Racconta la mamma di S., nei primi giorni di ricovero della figlia

"… Quando sono arrivata la dottoressa mi ha detto che oggi è stabile, io avrei tantissime domande, vorrei sapere se ce la farà, se starà bene, se potrà avere una vita normale, se tutta questa sofferenza avrà delle conseguenze sul suo sviluppo, vorrei che mi dicesse che ormai è fuori pericolo, ma mi rendo conto che è impossibile, che devo accontentarmi di quella parola, “ stabile “, che vuol dire tutto e niente..."
“ … La dottoressa si è avvicinata e mi ha detto che voleva parlare con noi, con me e il mio compagno - racconta la mamma di due gemelli nati a 28 settimane - e io mi sono subito agitata, ho temuto il peggio, ho pensato ecco adesso mi diranno che c’è stata qualche complicazione, che G., il più piccolo, è stato di nuovo male, oppure che è successo qualcosa a D. Aveva lo sguardo serio la dottoressa, quindi sicuramente c’era qualcosa di grave, mi sudavano le mani, avevo la bocca secca, quasi non riuscivo a deglutire per l’ansia. E’ successo qualcosa a G.? Chiedo, perché avevo notato che c’era del movimento attorno a lui, almeno 4 medici più le infermiere che parlavano davanti alla sua incubatrice. Ci dice che purtroppo G. ha avuto delle scariche ematiche, e nella mattinata l’hanno fatto visitare anche dai chirurghi, perché sospettavano si trattasse di N.E.C., enterocolite necrotizzante, una delle complicanze più gravi legate alla prematurità. La dottoressa ha continuato a parlare, ma io non la seguivo già più, pensavo al mio bambino, al fatto che così piccolo dovesse subire un intervento chirurgico, intanto la dottoressa parlava, e io sentivo la parola sala operatoria, perforazione intestinale, e pensavo che non ero stata in grado di proteggerlo, e che qualche volta avevo anche desiderato che nascessero prima perché mi sentivo tanto stanca e affaticata, le gambe gonfie… Come ho potuto essere così egoista e fare questi pensieri? “

si sfoga in lacrime questa mamma, mentre è in attesa che G. torni dalla sala operatoria.

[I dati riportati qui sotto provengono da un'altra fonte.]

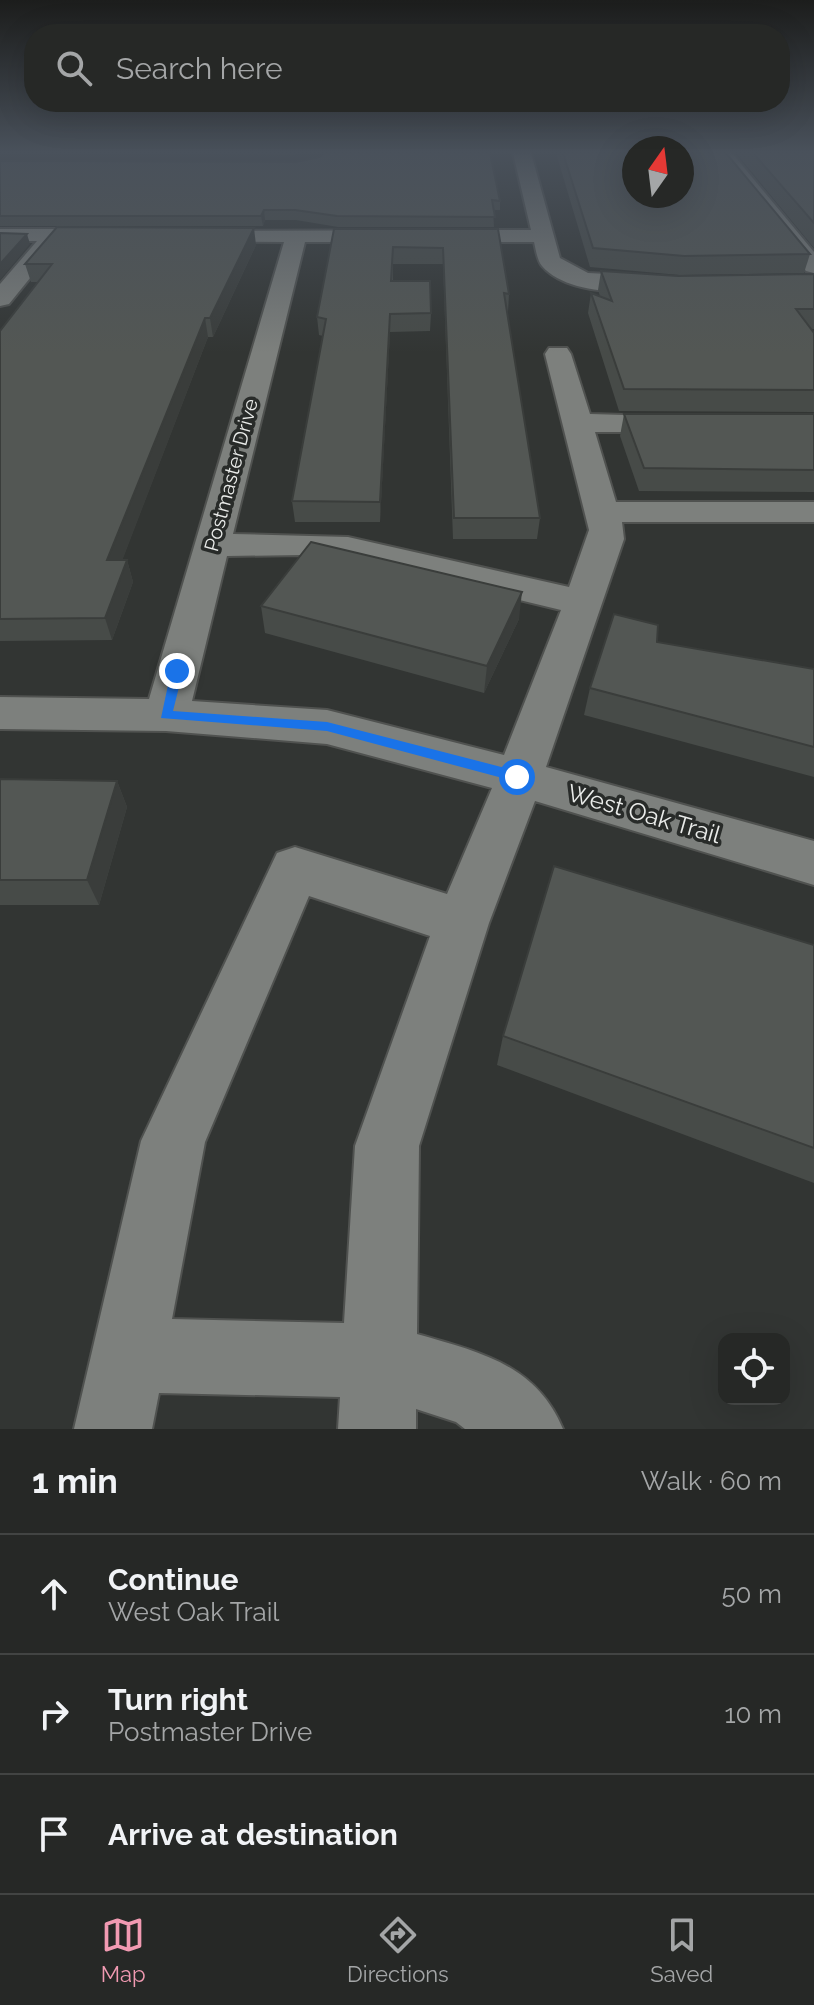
<!DOCTYPE html>
<html lang="en">
<head>
<meta charset="utf-8">
<style>
	:root { --surface:#262826; --page:#2e302e; --text:#f1f3f6; --muted:#a4a6a7; --line:#424443; --accent:#f19ab2 }
	body { margin:0; font-family:Raleway,sans-serif; background:var(--page); color:var(--text) }
	.controls { position:absolute; right:24px; bottom:24px; display:grid; overflow:hidden; border-radius:16px; box-shadow:0 8px 32px #0002 }
	.controls button { width:72px; height:72px; display:grid; place-items:center; padding:0; border:0; border-bottom:2px solid var(--line); background:var(--surface); color:var(--text); font:40px sans-serif }
	.compass { position:absolute; left:622px; top:136px; width:72px; height:72px; border-radius:50%; background:var(--surface); box-shadow:0 8px 32px #0002; rotate:14deg }
	.stop { position:absolute; width:24px; height:24px; margin:-18px; border:6px solid #1a73e8; border-radius:50%; background:#fff }
	.stop.end { background:#1a73e8; border-color:#fff; box-shadow:0 2px 8px #0008 }
	.list { margin:0; padding:0; list-style:none }
	h2 { display:flex; justify-content:space-between; align-items:center; height:104px; margin:0; padding:0 32px; font-size:34px }
	h2 small { font-size:26px; font-weight:400; color:var(--muted) }
	.list li { display:grid; grid-template-columns:52px 1fr auto; gap:24px; align-items:center; box-sizing:border-box; height:120px; padding:0 32px; border-top:2px solid var(--line) }
	.list b { display:block; font-size:30px; white-space:nowrap }
	.list p { margin:0; font-size:26px; white-space:nowrap; color:var(--muted) }
	.list em { font-size:26px; font-style:normal; color:var(--muted) }
	.icon { flex:none; width:44px; height:44px; fill:none; stroke:currentColor; stroke-width:2; stroke-linecap:round; stroke-linejoin:round }
	.map { position:relative; flex:none; width:814px; height:1429px; overflow:hidden }
	.search { position:absolute; background:var(--surface); box-shadow:0 8px 32px #0002; left:24px; right:24px; top:24px; height:88px; display:flex; align-items:center; gap:20px; box-sizing:border-box; padding:0 28px; border-radius:32px; color:var(--muted); font-size:30px }
	.sheet { height:464px; background:var(--surface) }
	nav { display:flex; justify-content:space-around; align-items:center; box-sizing:border-box; height:112px; border-top:2px solid var(--line); background:var(--surface); font-size:22px; color:var(--muted) }
	nav a { display:grid; justify-items:center; gap:4px }
	nav .on { color:var(--accent) }
	.map>svg:first-child { display:block }
	.lines { fill:none; stroke-linecap:round; stroke-linejoin:round }
	.minor-casing { stroke:#505250; stroke-width:4 }
	.minor { fill:#7d807d; fill-rule:evenodd }
	.wall { fill:#474b48 }
	.shaded-wall { fill:#3a3d3b }
	.building { fill:#535754; stroke:#3a3d3b; stroke-width:2 }
	.route { fill:#1a73e8 }
	.labels { text-anchor:middle; stroke-width:7; stroke-linejoin:round; paint-order:stroke }
	.far-street-label { font-size:20px; fill:#eaecea; stroke:#282b29 }
	.street-label { font-size:24px; fill:#eaecea; stroke:#282b29 }
</style>
</head>
<body>
<div class="map">
<svg width="814" height="1429" viewBox="0 0 814 1429">
	<rect width="100%" height="100%" fill="#323533"/>
	<g class="lines">
		<defs>
			<g id="minor">
				<path d="M 513,153 L 531,153 L 560,258 L 588,273 L 667,277 L 671,282 L 667,287 C 633,295 567,295 542,266 C 537,260 536,250 534,242 L 305,242 L 233,534 L 348,537 L 569,587 L 589,530 L 545,354 L 549,348 L 567,348 L 571,354 L 590,414 L 695,417 L 699,423 L 695,429 L 684,432 L 595,432 L 616,502 L 814,502 L 814,522 L 622,522 L 624,539 L 546,767 L 814,841 L 814,885 L 535,801 L 489,923 L 419,1146 L 417,1334 C 479,1352 536,1364 563,1429 L 465,1429 L 456,1422 L 416,1409 L 416,1429 L 338,1429 L 340,1397 L 159,1393 L 152,1429 L 74,1429 L 141,1141 L 277,853 L 295,847 L 447,894 L 492,788 L 327,744 L 166,731 L 0,729 L 0,697 L 149,699 L 284,242 L 197,241 L 190,239 L 186,235 L 190,231 L 531,230 ZM 302,555 L 348,559 L 561,610 L 504,755 L 327,710 L 192,701 L 227,556 ZM 309,896 L 430,936 L 355,1146 L 344,1323 L 172,1319 L 205,1142 Z"/>
				<polygon points="714,153 732,153 814,252 814,273 806,271"/>
				<polygon points="0,229 108,229 119,235 108,241 60,241 9,304 0,306 0,284 37,241 0,241"/>
			</g>
		</defs>
		<use href="#minor" class="minor-casing"/>
		<use href="#minor" class="minor"/>
	</g>
	<g class="wall">
		<polygon points="0,153 302,153 296,155 0,154"/>
		<polygon points="556,153 634,153 810,254 804,273 680,275 590,267"/>
		<polygon points="736,153 814,153 814,248"/>
		<polygon points="0,161 500,201 500,210 493,210 494,227 338,227 296,220 265,220 263,226 0,226"/>
		<polygon points="334,229 498,229 509,294 508,312 507,312 540,518 537,539 453,539 443,264 393,264 393,281 431,313 430,331 390,332 380,522 295,522 292,501 323,336 319,335 317,317"/>
		<polygon points="256,245 213,337 208,337 122,560 127,560 133,582 112,640 0,641 0,331 38,282 31,282 25,264"/>
		<polygon points="601,271 678,276 814,274 814,329 811,329 814,333 814,412 619,411 588,313 591,293 600,296 598,290"/>
		<polygon points="624,414 814,414 814,492 639,491 620,436"/>
		<polygon points="261,606 519,619 484,693 265,633"/>
		<polygon points="657,642 814,669 814,777 584,715 590,688"/>
		<polygon points="0,779 117,781 127,807 99,905 0,905"/>
		<polygon points="814,945 814,1183 497,1065 503,1036"/>
	</g>
	<g class="shaded-wall">
		<polygon points="264,210 265,220 263,226 261,216"/>
		<polygon points="254,228 256,245 213,337 210,318"/>
		<polygon points="27,234 30,244 0,280 0,264"/>
		<polygon points="390,314 390,332 380,522 380,502"/>
		<polygon points="205,318 208,337 114,582 107,560"/>
		<polygon points="127,560 133,582 112,640 105,618"/>
		<polygon points="522,592 519,619 484,693 487,666"/>
		<polygon points="117,781 127,807 99,905 87,880"/>
	</g>
	<g class="building">
		<polygon points="324,153 490,153 500,201 492,200 495,217 337,216 295,210 264,210 261,216 0,216 0,161 296,162 319,157"/>
		<polygon points="563,153 634,153 634,196 682,196 682,153 726,153 810,254 684,256 593,248"/>
		<polygon points="753,153 814,153 814,223"/>
		<polygon points="57,227 254,228 210,318 205,318 107,560 127,560 105,618 0,619 0,331 52,264 25,264"/>
		<polygon points="334,229 498,229 509,294 504,293 540,518 454,518 443,248 393,247 391,281 430,281 431,313 390,314 380,502 292,501 326,319 317,317"/>
		<polygon points="0,233 27,234 0,264"/>
		<polygon points="601,271 678,276 814,274 814,309 796,309 814,333 814,390 624,389 591,293 612,301"/>
		<polygon points="624,414 814,414 814,470 644,468"/>
		<polygon points="311,542 522,592 487,666 261,606"/>
		<polygon points="614,614 658,625 657,642 814,669 814,747 590,688"/>
		<polygon points="0,779 117,781 87,880 0,880"/>
		<polygon points="554,866 814,945 814,1148 503,1036"/>
	</g>
	<linearGradient id="sky" x2="0" y2="1"><stop stop-color="#1c1d1c"/><stop offset="0.43" stop-color="#49515b"/><stop offset="1" stop-color="#49515b" stop-opacity="0"/></linearGradient>
	<rect width="814" height="353" fill="url(#sky)"/>
	<polygon class="route" points="177,667 183,671 173,711 327,722 517,771 524,777 517,782 327,731 161,718 171,671"/>
	<g class="labels">
		<g class="far-street-label">
			<text transform="translate(231 475) rotate(-75)" y="7">Postmaster Drive</text>
		</g>
		<g class="street-label">
			<text transform="translate(644 814) rotate(16)" y="8">West Oak Trail</text>
		</g>
	</g>
</svg>
<div class="controls">
<button><svg class="icon" aria-label="locate" viewBox="0 0 24 24"><circle cx="12" cy="12" r="6"/><path d="M12 2v4M12 18v4M2 12h4M18 12h4"/></svg></button>
</div>
<svg class="compass" viewBox="-18 -18 36 36"><path d="M0-13l5 13h-10z" fill="#e53935"/><path d="M0 13l5-13h-10z" fill="#a4a6a7"/></svg>
<div class="stop" style="left:517px;top:777px"></div>
<div class="stop end" style="left:177px;top:671px"></div>
<div class="search"><svg class="icon" aria-label="search" viewBox="0 0 24 24"><circle cx="10" cy="10" r="6"/><path d="M15 15l6 6"/></svg>Search here</div>
</div>
<section class="sheet">
<h2>1 min<small>Walk · 60 m</small></h2>
<ul class="list">
<li><svg class="icon" aria-label="ahead" viewBox="0 0 24 24"><path d="M12 20V5M6 11l6-6 6 6"/></svg><div><b>Continue</b><p>West Oak Trail</p></div><em>50 m</em></li>
<li><svg class="icon" aria-label="right" viewBox="0 0 24 24"><path d="M7 20v-9h11M14 6l5 5-5 5"/></svg><div><b>Turn right</b><p>Postmaster Drive</p></div><em>10 m</em></li>
<li><svg class="icon" aria-label="arrive" viewBox="0 0 24 24"><path d="M6 21V4h12l-3 4 3 4H6"/></svg><div><b>Arrive at destination</b></div></li>
</ul>
</section>
<nav>
<a class="on"><svg class="icon" aria-label="map" viewBox="0 0 24 24"><path d="M3 6l6-2 6 2 6-2v14l-6 2-6-2-6 2zM9 4v14M15 6v14"/></svg>Map</a>
<a><svg class="icon" aria-label="directions" viewBox="0 0 24 24"><path d="M12 3l9 9-9 9-9-9zM9 14v-3h6M13 9l2 2-2 2"/></svg>Directions</a>
<a><svg class="icon" aria-label="saved" viewBox="0 0 24 24"><path d="M7 4h10v16l-5-4-5 4z"/></svg>Saved</a>
</nav>
</body>
</html>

Io l’ascolto, lascio che si sfoghi, che il dolore, la rabbia, la delusione e la tristezza scorrano con le sue lacrime, perché nominare i propri sentimenti attenua l’ansia e la paura, e crea lo spazio per una narrazione.


Non c’è un modo giusto o sbagliato di stare accanto a questi piccoli guerrieri, che ogni giorno si adattano come possono ad un mondo che per natura non sono ancora pronti ad affrontare. Eppure sono lì, tenaci e vitali, ciascuno a modo suo, come i loro genitori, che arrivano con la propria storia, con il proprio bagaglio di desideri, aspettative, progetti che non trovano una collocazione nel mondo della TIN.

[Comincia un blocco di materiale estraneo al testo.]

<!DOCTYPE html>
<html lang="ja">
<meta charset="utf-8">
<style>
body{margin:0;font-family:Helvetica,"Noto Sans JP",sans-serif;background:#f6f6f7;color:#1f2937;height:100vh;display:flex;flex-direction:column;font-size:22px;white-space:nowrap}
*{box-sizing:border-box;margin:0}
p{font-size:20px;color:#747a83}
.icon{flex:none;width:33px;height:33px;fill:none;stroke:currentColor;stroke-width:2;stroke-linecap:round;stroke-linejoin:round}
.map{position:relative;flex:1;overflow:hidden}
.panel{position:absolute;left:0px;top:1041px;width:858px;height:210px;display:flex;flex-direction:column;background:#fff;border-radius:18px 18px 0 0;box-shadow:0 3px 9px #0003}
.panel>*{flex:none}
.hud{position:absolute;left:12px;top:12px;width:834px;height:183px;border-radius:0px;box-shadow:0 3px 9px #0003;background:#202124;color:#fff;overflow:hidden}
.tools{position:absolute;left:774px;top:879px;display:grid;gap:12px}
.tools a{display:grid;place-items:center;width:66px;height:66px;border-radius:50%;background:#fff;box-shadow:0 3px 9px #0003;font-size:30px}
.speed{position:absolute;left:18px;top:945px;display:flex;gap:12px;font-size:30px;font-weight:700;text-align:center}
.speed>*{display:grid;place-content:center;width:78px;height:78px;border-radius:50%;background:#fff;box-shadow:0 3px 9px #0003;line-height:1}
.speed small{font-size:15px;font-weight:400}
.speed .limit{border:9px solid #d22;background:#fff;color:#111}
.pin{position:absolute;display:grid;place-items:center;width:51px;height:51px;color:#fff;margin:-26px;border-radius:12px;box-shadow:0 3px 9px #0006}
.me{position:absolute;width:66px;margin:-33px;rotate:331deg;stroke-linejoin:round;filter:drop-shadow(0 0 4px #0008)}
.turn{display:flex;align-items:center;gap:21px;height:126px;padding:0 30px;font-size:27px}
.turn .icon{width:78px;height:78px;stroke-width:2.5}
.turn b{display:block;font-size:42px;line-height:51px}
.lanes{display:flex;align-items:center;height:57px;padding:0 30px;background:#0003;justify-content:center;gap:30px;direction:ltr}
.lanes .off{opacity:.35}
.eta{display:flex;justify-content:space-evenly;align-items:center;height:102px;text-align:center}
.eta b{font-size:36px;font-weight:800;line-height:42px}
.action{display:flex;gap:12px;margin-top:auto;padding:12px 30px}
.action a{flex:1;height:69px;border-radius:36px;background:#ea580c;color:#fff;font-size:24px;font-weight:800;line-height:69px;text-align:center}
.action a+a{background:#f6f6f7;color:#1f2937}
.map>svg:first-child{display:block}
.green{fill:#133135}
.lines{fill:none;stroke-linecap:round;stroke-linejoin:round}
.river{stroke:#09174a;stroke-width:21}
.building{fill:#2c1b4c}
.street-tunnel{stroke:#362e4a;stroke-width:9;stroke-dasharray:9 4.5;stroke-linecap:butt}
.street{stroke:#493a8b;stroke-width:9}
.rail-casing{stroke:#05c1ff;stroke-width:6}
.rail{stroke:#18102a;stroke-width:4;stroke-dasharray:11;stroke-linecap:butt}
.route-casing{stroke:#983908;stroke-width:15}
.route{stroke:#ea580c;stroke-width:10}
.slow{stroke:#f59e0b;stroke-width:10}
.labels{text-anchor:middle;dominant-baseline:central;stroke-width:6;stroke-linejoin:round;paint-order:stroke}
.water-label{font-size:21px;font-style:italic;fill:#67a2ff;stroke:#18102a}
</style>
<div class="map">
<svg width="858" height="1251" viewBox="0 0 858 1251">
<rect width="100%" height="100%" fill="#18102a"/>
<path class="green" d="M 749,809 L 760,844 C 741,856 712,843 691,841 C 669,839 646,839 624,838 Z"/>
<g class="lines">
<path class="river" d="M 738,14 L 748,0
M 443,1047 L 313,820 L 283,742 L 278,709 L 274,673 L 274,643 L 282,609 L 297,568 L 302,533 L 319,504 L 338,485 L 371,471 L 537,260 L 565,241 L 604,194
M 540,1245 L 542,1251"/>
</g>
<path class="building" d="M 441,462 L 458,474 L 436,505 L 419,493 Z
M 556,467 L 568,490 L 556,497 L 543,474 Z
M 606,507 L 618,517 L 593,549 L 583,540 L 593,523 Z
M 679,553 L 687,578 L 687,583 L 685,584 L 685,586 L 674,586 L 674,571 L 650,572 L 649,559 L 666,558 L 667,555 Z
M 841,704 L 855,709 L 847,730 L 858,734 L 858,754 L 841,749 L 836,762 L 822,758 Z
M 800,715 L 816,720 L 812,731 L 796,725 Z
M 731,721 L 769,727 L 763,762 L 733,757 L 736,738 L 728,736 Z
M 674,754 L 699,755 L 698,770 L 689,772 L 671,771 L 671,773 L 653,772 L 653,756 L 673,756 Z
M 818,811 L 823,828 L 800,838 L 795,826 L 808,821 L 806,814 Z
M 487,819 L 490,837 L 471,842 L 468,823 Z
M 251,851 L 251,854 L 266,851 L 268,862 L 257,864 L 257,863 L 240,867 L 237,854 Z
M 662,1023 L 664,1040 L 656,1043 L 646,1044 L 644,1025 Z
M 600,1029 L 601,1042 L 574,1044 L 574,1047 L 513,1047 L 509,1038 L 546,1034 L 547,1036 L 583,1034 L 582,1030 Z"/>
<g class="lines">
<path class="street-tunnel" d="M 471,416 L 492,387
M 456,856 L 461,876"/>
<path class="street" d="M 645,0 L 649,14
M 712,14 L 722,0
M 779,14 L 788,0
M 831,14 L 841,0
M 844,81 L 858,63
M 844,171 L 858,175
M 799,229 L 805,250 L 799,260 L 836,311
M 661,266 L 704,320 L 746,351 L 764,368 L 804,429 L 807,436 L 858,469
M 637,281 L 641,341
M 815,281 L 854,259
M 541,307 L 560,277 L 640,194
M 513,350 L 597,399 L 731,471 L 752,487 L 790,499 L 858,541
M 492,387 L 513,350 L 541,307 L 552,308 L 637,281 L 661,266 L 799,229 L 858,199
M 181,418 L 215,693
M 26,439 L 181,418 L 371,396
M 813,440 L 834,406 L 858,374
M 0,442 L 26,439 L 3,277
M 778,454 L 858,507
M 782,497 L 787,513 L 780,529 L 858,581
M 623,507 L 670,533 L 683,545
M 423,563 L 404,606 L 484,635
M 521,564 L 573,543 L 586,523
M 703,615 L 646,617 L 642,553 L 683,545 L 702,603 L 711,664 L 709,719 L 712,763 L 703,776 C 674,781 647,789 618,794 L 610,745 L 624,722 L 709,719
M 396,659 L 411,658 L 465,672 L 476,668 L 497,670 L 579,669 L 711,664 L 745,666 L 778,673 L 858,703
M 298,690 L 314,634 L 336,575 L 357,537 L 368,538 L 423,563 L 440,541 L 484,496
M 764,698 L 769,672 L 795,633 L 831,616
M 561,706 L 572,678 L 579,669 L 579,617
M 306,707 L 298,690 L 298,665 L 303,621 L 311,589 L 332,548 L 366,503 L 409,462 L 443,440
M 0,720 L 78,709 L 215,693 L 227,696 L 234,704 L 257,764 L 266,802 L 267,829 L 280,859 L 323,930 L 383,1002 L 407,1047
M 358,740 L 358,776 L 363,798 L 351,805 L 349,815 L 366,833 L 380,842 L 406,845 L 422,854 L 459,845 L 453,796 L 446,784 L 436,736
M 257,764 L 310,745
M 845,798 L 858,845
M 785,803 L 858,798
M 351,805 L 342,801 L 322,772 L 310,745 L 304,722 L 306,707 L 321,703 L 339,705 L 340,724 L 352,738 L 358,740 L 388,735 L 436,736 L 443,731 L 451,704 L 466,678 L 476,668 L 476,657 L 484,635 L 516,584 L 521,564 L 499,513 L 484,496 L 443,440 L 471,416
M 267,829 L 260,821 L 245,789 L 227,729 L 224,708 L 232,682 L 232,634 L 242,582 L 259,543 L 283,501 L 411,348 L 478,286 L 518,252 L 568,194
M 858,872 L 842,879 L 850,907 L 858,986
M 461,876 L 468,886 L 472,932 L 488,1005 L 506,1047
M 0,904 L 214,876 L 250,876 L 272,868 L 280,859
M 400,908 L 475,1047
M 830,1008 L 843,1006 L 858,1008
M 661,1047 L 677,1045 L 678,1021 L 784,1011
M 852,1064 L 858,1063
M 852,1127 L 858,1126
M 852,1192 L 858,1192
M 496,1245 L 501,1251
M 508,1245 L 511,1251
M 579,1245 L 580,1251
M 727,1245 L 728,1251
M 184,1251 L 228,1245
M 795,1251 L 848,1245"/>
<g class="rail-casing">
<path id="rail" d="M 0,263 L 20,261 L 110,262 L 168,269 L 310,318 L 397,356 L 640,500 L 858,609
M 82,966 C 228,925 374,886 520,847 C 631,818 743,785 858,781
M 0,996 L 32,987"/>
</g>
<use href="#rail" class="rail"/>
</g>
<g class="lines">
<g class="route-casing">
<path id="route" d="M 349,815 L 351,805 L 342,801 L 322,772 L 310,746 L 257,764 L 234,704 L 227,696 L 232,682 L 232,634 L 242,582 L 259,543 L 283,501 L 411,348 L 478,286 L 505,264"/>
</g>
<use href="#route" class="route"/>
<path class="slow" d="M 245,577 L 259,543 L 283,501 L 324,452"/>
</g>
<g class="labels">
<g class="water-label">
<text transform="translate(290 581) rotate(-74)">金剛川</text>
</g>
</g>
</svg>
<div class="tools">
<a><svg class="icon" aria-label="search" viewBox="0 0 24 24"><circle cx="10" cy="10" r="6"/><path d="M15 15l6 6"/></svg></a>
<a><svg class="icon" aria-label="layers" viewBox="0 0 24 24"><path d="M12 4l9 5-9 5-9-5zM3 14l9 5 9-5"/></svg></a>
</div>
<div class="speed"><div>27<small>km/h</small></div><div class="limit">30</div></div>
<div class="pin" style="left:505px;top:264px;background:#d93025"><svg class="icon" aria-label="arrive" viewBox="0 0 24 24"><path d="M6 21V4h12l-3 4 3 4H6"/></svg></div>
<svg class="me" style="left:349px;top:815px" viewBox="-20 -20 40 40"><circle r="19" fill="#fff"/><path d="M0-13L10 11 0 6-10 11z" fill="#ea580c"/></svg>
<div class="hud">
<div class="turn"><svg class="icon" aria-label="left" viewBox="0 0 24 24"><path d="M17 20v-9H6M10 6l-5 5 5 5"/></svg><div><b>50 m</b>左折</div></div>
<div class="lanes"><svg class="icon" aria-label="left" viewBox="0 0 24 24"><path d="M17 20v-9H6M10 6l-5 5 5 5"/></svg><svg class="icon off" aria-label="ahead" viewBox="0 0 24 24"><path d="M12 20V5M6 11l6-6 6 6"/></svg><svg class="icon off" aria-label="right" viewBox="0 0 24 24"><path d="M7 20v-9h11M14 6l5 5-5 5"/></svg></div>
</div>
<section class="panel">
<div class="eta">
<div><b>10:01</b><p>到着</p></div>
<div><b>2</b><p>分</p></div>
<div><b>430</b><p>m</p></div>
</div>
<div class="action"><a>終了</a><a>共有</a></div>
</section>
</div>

Si tratta quindi di trovare un’altra valigia e iniziare a riempirla giorno per giorno, senza fretta, e senza giudizio.


Impossibile liberarsi di tutte le convinzioni che ognuno immagazzina nella sua esperienza di vita, ma si può tentare di ampliare il proprio sguardo, ascoltando prima di tutto le proprie sensazioni, anche quelle che fanno più male.


E’ un percorso che si fa insieme, e di cui all’inizio il bambino ha bisogno perché la sua esperienza possa trovare una collocazione, innanzitutto nella mente dei genitori, e poi nella sua.